Vous avancez la notion de « bien vivre » (bien vivir). Qui concerne-t-elle ?

Evo Morales. Le bien vivre signifie qu’il faut rechercher l’égalité,
l’équilibre, car pour vivre mieux, on ne peut exploiter l’être humain ni
porter préjudice à l’autre. Il faut une harmonie entre les hommes et la
nature, la Terre Mère, la Pacha Mama. La Pacha Mama a plus de droits que
l’homme car elle peut exister sans l’homme, mais l’inverse n’est pas
possible. Cette logique est incompatible avec le capitalisme. Il est le pire
ennemi de l’environnement. La meilleure façon de défendre l’homme, c’est de défendre d’abord la nature ; si nous détruisons la planète, à quoi sert de
défendre les droits de l’homme ! L’avenir passe par des politiques sociales,
nationales, et par le renforcement de l’intégration, sur la base de la
complémentarité, de la solidarité et de la coopération.

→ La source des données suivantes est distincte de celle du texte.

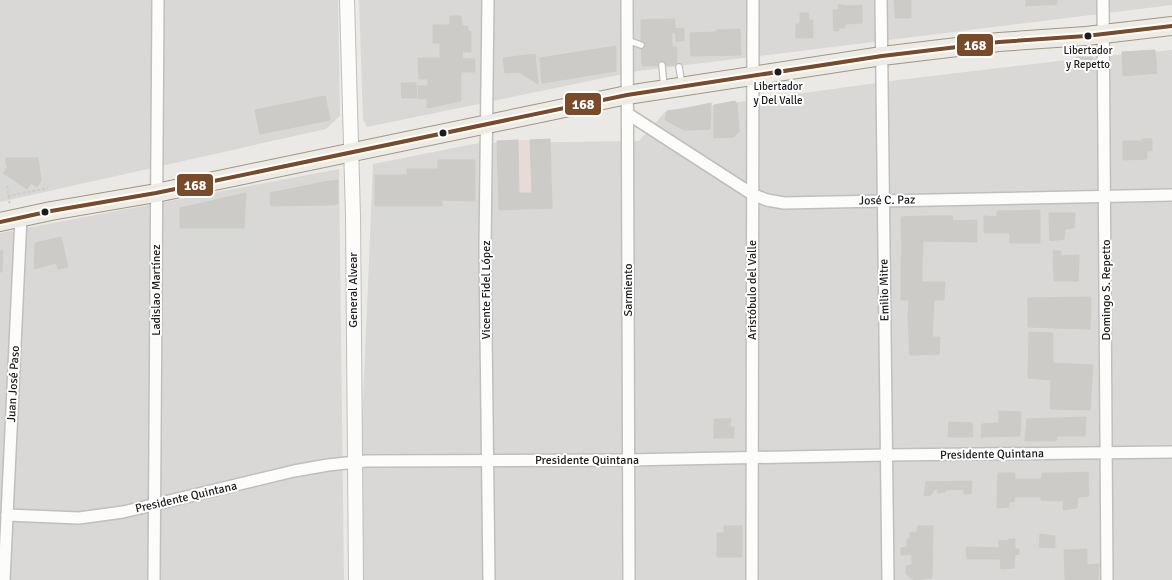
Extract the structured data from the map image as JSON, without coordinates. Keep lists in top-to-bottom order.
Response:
{
  "streets": {
    "street": [
      "José C. Paz",
      "Ladislao Martínez",
      "General Alvear",
      "Vicente Fidel López",
      "Sarmiento",
      "Aristóbulo del Valle",
      "Emilio Mitre",
      "Domingo S. Repetto",
      "Juan José Paso",
      "Presidente Quintana"
    ]
  },
  "crossings": [
    ["José C. Paz", "Sarmiento"],
    ["José C. Paz", "Aristóbulo del Valle"],
    ["José C. Paz", "Emilio Mitre"],
    ["José C. Paz", "Domingo S. Repetto"],
    ["Ladislao Martínez", "Presidente Quintana"],
    ["General Alvear", "Presidente Quintana"],
    ["Vicente Fidel López", "Presidente Quintana"],
    ["Sarmiento", "Presidente Quintana"],
    ["Aristóbulo del Valle", "Presidente Quintana"],
    ["Emilio Mitre", "Presidente Quintana"],
    ["Domingo S. Repetto", "Presidente Quintana"],
    ["Juan José Paso", "Presidente Quintana"]
  ],
  "places": ["Libertador y Repetto", "Libertador y Del Valle"],
  "lines": ["transit line 168"]
}
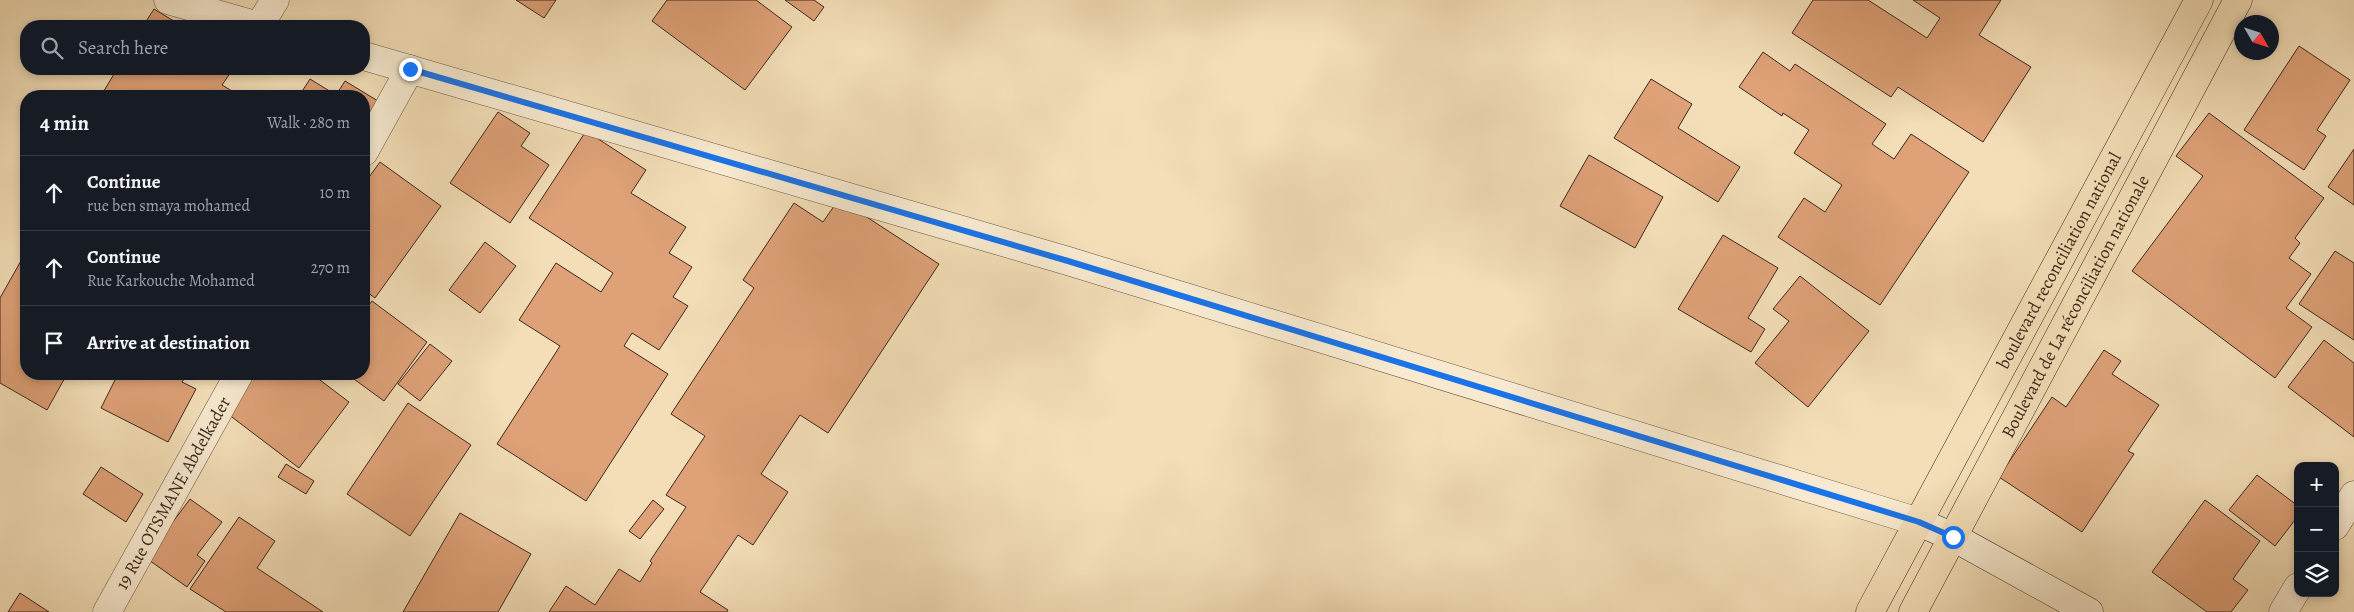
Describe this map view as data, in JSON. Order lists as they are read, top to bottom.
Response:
{
  "streets": {
    "highway": ["boulevard reconciliation national", "Boulevard de La réconciliation nationale"],
    "street": ["19 Rue OTSMANE Abdelkader"]
  },
  "north": "bottom right",
  "page": {
    "search": "Search here",
    "heading": ["4 min", "Walk · 280 m"],
    "list": [
      ["Continue", "rue ben smaya mohamed", "10 m"],
      ["Continue", "Rue Karkouche Mohamed", "270 m"],
      "Arrive at destination"
    ],
    "map_buttons": ["+", "−"]
  }
}
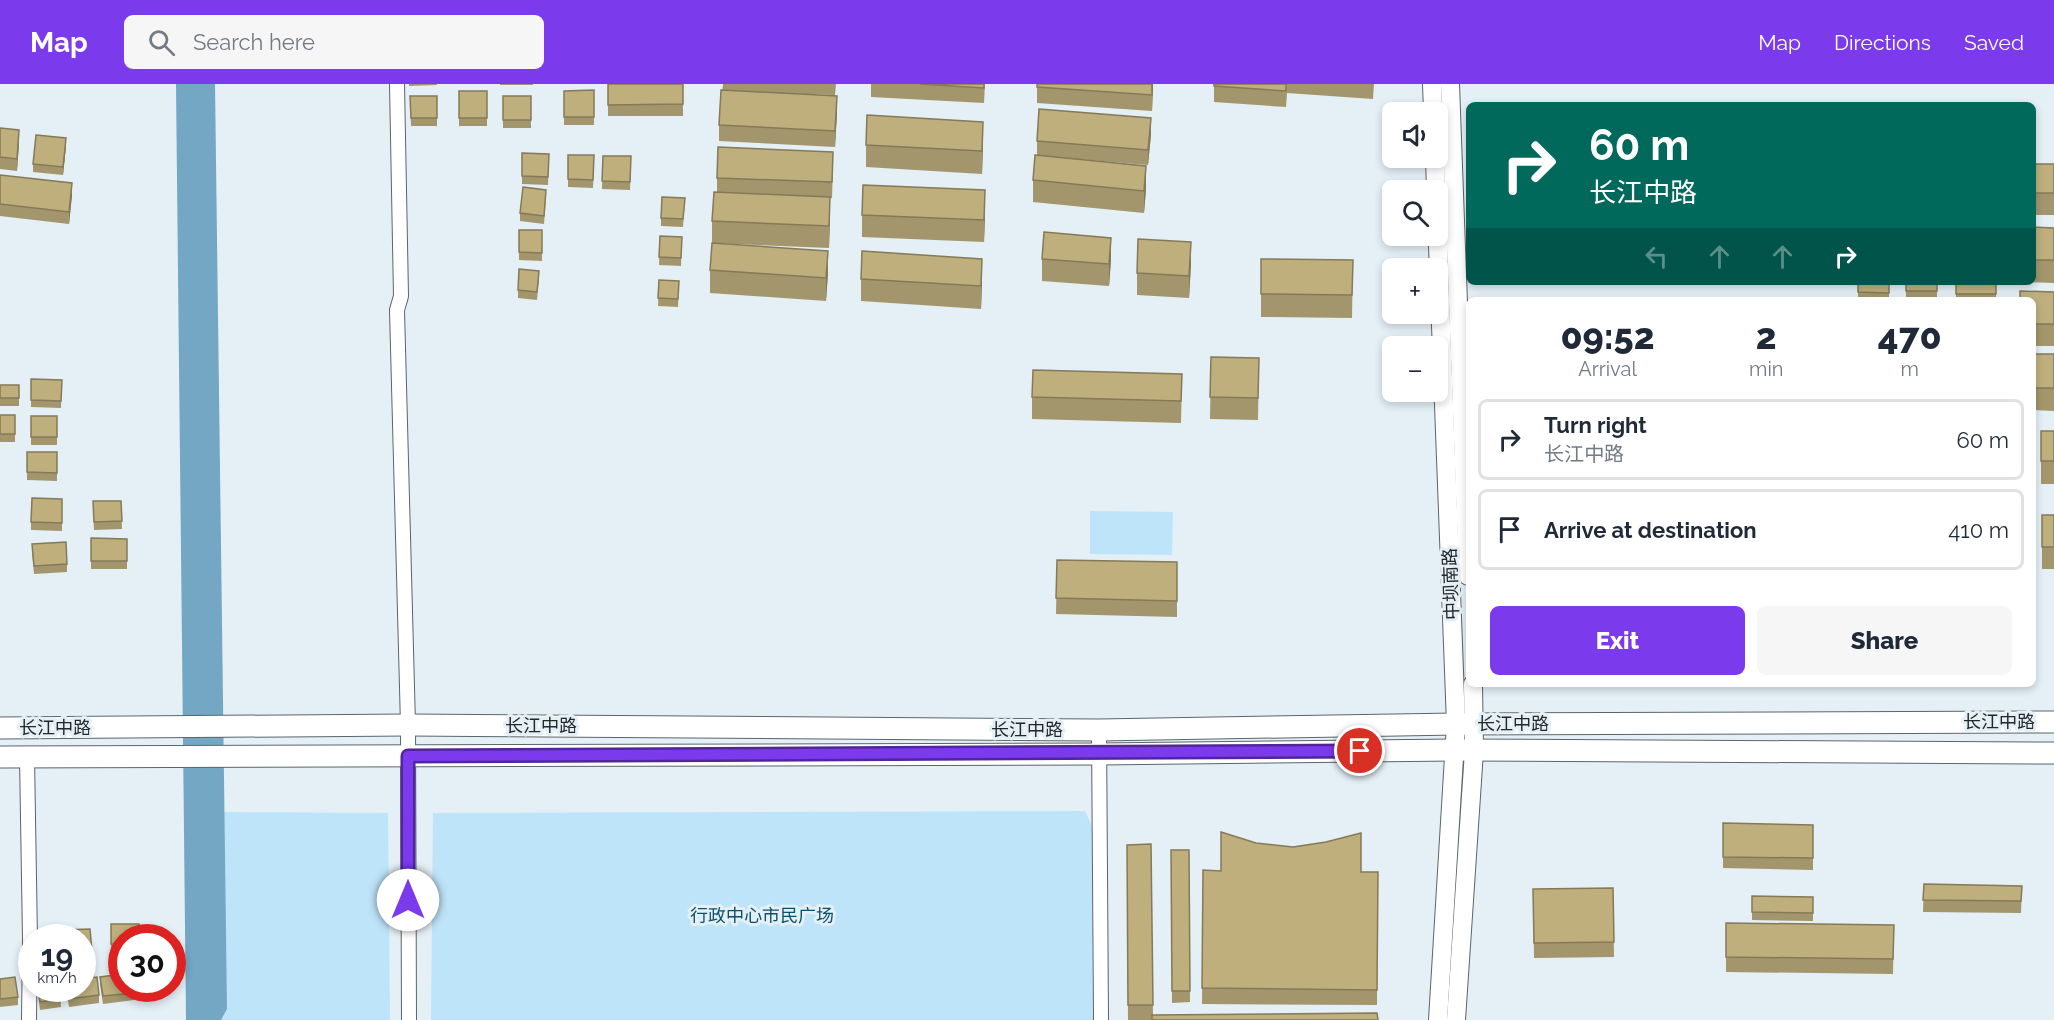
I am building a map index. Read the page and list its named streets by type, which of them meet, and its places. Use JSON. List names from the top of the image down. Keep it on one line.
{"streets":{"main road":["中坝南路","长江中路"]},"crossings":[["中坝南路","长江中路"]],"parks":["行政中心市民广场"],"page":{"header":"Map","search":"Search here","nav":["Map","Directions","Saved"],"map_buttons":["+","−"],"turn":["60 m","长江中路"],"eta":["09:52","Arrival","2","min","470","m"],"list":[{"name":"Turn right","note":"长江中路","value":"60 m"},{"name":"Arrive at destination","value":"410 m"}],"buttons":["Exit","Share"],"speed":"19 km/h","limit":"30"}}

Nous avançons,
contre les traités de libre-échange, la notion de « traité de commerce des
peuples ».

Pensez-vous que l’Europe fait ce qu’il faut pour sortir de la crise ?

Evo Morales. Je ne veux pas m’ingérer dans les affaires européennes. Mais je
crois que le plus important est de consolider l’économie nationale, de
développer des politiques sociales ambitieuses. Les services de base doivent
être des Droits de l’homme et relever de la gestion et de la compétence des
États. Nous voulons que l’eau, l’électricité, les télécommunications soient
un bien commun, un droit humain universel, comme le prônent les Nations
unies. Et surtout, il faut que l’État prenne une part importante dans
l’économie nationale et garantisse le progrès social.

[rouge]Evo Morales en quelques dates clef [/rouge]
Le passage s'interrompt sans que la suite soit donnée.